Simili orientamenti portati avanti dai partiti della lotta armata e non solo, poterono contare su sostegni ristretti, dato che la loro strategia, oltre ad essere africana, era anche mondiale e rappresentava una spinta nel fianco di governi africani moderati, guidati da una “pseudo-borghesia”, sensibile ai richiami neocolonialistici. Si trattò di una unità d’azione sostanzialmente fra tre partiti: Frelimo del Mozambico, il MPLA angolano e il PAIG appunto, che non confuse l’unità con l’unificazione e che, soprattutto, fuori da ogni formula etico-geografica, prefigura una unità di pensiero e di azione. L’analisi reale delle condizioni della lotta di liberazione nazionale – che avrebbe dovuto condurre all’edificazione di un’Africa unita e antimperialista – imponeva la creazione di un esercito nazionale e di milizie popolari, quanto un progetto popolare di massa che attivamente partecipasse alla realizzazione storica del socialismo, nelle fasi della lotta per la liberazione. Unità di lotta dei tre partiti rivoluzionari e loro alleanza con i movimenti rivoluzionari africani, non erano soltanto il risultato di una tattica di lotta, quant’anche il prodotto della conoscenza del fenomeno imperialistico e, in modo particolare, dell’imperialismo Usa. La loro lotta era quindi consapevolezza di trovarsi di fronte alle maggiori potenze economico-finanziarie del capitalismo internazionale. Si spezzava così l’ottica provinciale e isolazionistica dei precedenti indipendentismi africani e, soprattutto, si individuavano i pericoli nascosti dietro il “ripiegamento piccolo-borghese sul territorio assegnato al colonialismo agli stati formalmente indipendenti.

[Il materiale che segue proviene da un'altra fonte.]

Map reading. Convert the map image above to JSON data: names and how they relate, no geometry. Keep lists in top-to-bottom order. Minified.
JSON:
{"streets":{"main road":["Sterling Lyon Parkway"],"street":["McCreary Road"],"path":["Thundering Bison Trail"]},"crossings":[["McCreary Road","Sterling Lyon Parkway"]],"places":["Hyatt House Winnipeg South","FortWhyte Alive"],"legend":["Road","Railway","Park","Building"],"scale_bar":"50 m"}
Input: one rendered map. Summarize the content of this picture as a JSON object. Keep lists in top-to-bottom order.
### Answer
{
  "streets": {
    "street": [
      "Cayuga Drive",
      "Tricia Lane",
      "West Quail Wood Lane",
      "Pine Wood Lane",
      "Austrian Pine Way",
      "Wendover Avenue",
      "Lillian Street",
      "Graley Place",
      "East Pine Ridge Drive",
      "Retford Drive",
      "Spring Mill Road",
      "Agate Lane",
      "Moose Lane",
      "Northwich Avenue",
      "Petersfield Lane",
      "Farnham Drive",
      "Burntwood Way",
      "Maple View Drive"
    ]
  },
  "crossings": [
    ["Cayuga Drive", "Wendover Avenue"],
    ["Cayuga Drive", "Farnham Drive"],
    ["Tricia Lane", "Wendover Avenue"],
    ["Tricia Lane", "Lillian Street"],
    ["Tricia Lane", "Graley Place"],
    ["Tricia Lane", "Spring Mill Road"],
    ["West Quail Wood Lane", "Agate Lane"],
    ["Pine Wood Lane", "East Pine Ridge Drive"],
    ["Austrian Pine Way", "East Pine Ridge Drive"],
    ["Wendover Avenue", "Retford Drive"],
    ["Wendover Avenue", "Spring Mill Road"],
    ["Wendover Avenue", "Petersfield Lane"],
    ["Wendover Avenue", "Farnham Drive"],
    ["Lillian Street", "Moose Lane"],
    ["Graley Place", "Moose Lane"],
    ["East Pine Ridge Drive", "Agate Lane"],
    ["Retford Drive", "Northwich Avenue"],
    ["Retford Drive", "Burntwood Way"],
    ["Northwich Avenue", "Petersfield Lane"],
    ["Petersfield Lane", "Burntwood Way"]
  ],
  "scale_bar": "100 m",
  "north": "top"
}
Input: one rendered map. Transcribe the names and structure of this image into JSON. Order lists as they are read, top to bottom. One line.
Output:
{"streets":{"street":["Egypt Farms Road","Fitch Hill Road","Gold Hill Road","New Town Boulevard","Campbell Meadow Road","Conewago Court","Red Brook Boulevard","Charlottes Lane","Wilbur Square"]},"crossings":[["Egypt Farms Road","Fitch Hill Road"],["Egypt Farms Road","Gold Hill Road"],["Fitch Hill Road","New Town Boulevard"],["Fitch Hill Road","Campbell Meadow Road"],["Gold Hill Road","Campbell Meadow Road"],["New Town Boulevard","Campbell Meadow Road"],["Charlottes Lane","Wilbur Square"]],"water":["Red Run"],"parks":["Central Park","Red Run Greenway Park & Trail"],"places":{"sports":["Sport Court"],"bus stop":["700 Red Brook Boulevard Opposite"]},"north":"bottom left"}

Il progetto di Amilcar Cabral si interrompe nel 1973. Le circostanze della sua morte non sono mai state chiarite definitivamente: Amilcar Cabral viene aggredito a Conakry nella notte del 20 Gennaio mentre sta rientrando a casa assieme alla moglie; secondo la ricostruzione ufficiale, a sparare è Inocencio Kani, membro del PAIGC, ma assieme a lui ci sono altri uomini appartenenti al partito della Repubblica di Guinea-Conakry. È dunque verosimile che Kani sia stato manipolato e sostenuto da questi ultimi e dalle più alte cariche portoghesi; nella stessa notte molti altri leader del PAIGC vengono arrestati ma vengono liberati quasi immediatamente su intercessione di Sékou Turé, Presidente della Repubblica di Guinea-Conakry, il quale era però sicuramente al corrente del progetto di aggressione. Con l’assassinio di Amilcar Cabral la guerriglia si intensifica e, a soli pochi mesi dalla scomparsa del leader, la Guinea-Bissau e Capo Verde ottengono l’indipendenza (10 Settembre 1973); ma, già nel 1970, durante un seminario tenutosi in Kazakistan, con queste parole Amilcar Cabral si diceva certo della vittoria del suo paese nella lotta anti-imperialista: “Com’è che noi, un popolo privato di tutto, vivendo una crisi profonda, siamo riusciti ad arrischiarci in questa battaglia e a raggiungere il successo? La nostra risposta è: perché Lenin è esistito, perché ha fatto il suo dovere di uomo, di rivoluzionario e di patriota. Lenin è stato e continua ad essere il più grande esempio di liberazione nazionale dei popoli”.